Reprint all of the data below exactly as shown and skip every image.

#####

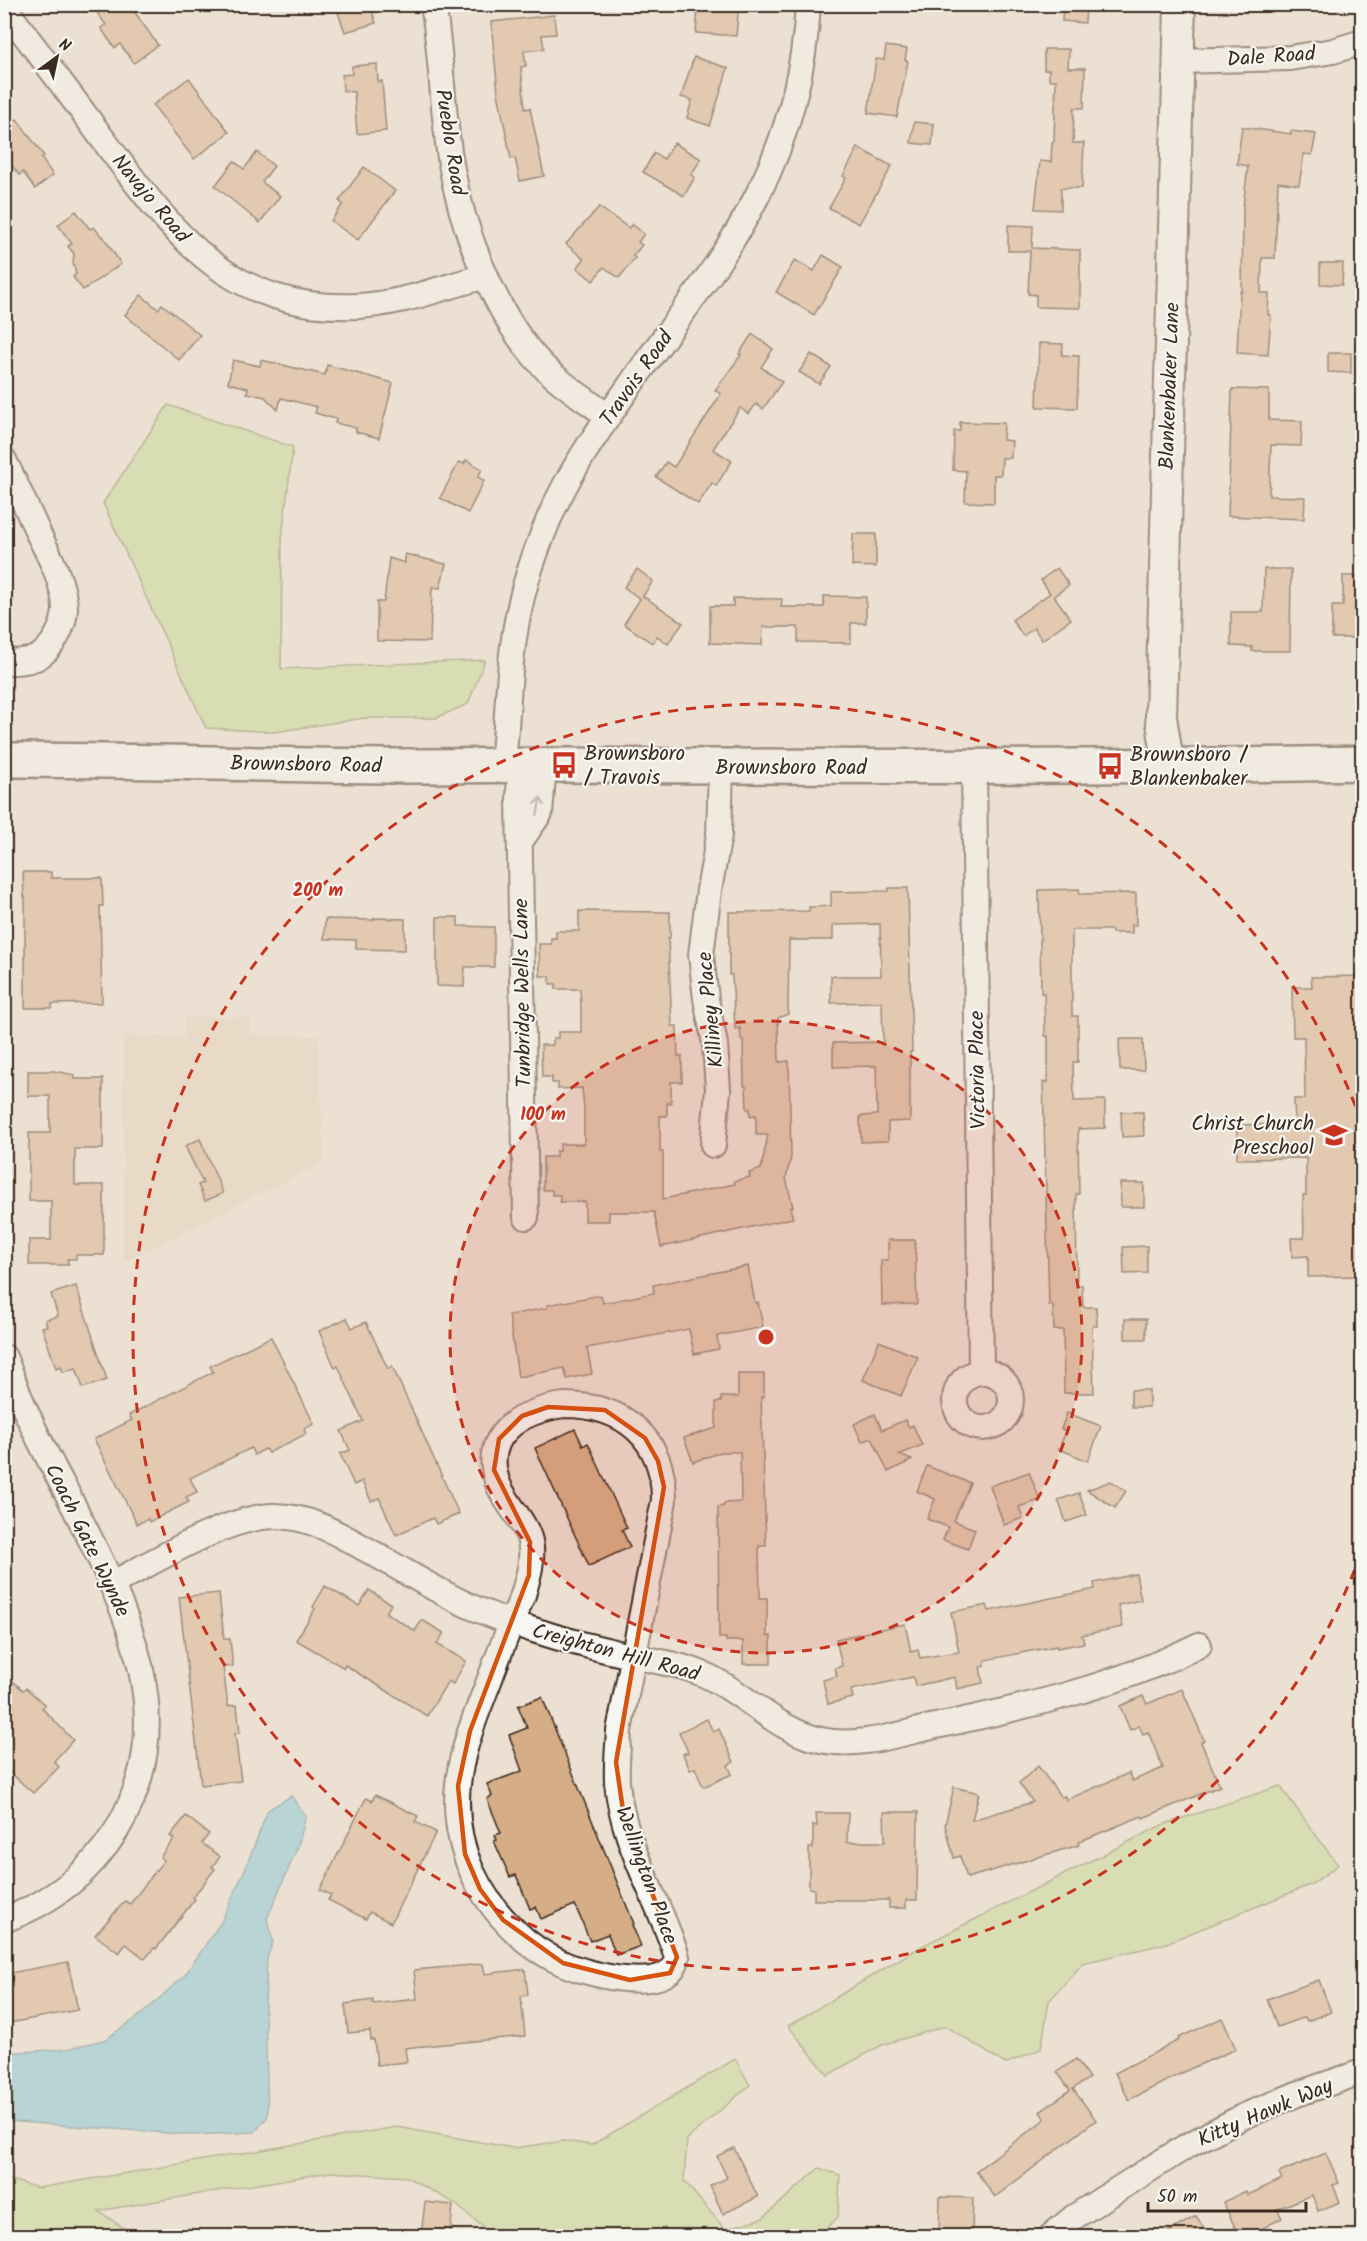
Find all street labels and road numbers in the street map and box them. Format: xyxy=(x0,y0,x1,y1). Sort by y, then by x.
street label: Dale Road xyxy=(1226,38,1317,77)
street label: Pueblo Road xyxy=(425,87,474,198)
street label: Navajo Road xyxy=(102,147,198,251)
street label: Blankenbaker Lane xyxy=(1151,301,1190,470)
street label: Travois Road xyxy=(592,324,683,434)
street label: Brownsboro Road xyxy=(230,748,383,783)
street label: Brownsboro Road xyxy=(715,752,867,785)
street label: Tunbridge Wells Lane xyxy=(505,898,542,1088)
street label: Killiney Place xyxy=(689,949,734,1070)
street label: Victoria Place xyxy=(961,1010,996,1130)
street label: Coach Gate Wynde xyxy=(35,1458,138,1623)
street label: Creighton Hill Road xyxy=(528,1615,704,1692)
street label: Wellington Place xyxy=(605,1802,686,1950)
street label: Kitty Hawk Way xyxy=(1193,2070,1339,2157)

#####

ANSWER
Find all street labels and road numbers in the street map and box them. Format: xyxy=(x0,y0,x1,y1). Sort by y, then by x.
street label: Dale Road xyxy=(1226,38,1317,77)
street label: Pueblo Road xyxy=(425,87,474,198)
street label: Navajo Road xyxy=(102,147,198,251)
street label: Blankenbaker Lane xyxy=(1151,301,1190,470)
street label: Travois Road xyxy=(592,324,683,434)
street label: Brownsboro Road xyxy=(230,748,383,783)
street label: Brownsboro Road xyxy=(715,752,867,785)
street label: Tunbridge Wells Lane xyxy=(505,898,542,1088)
street label: Killiney Place xyxy=(689,949,734,1070)
street label: Victoria Place xyxy=(961,1010,996,1130)
street label: Coach Gate Wynde xyxy=(35,1458,138,1623)
street label: Creighton Hill Road xyxy=(528,1615,704,1692)
street label: Wellington Place xyxy=(605,1802,686,1950)
street label: Kitty Hawk Way xyxy=(1193,2070,1339,2157)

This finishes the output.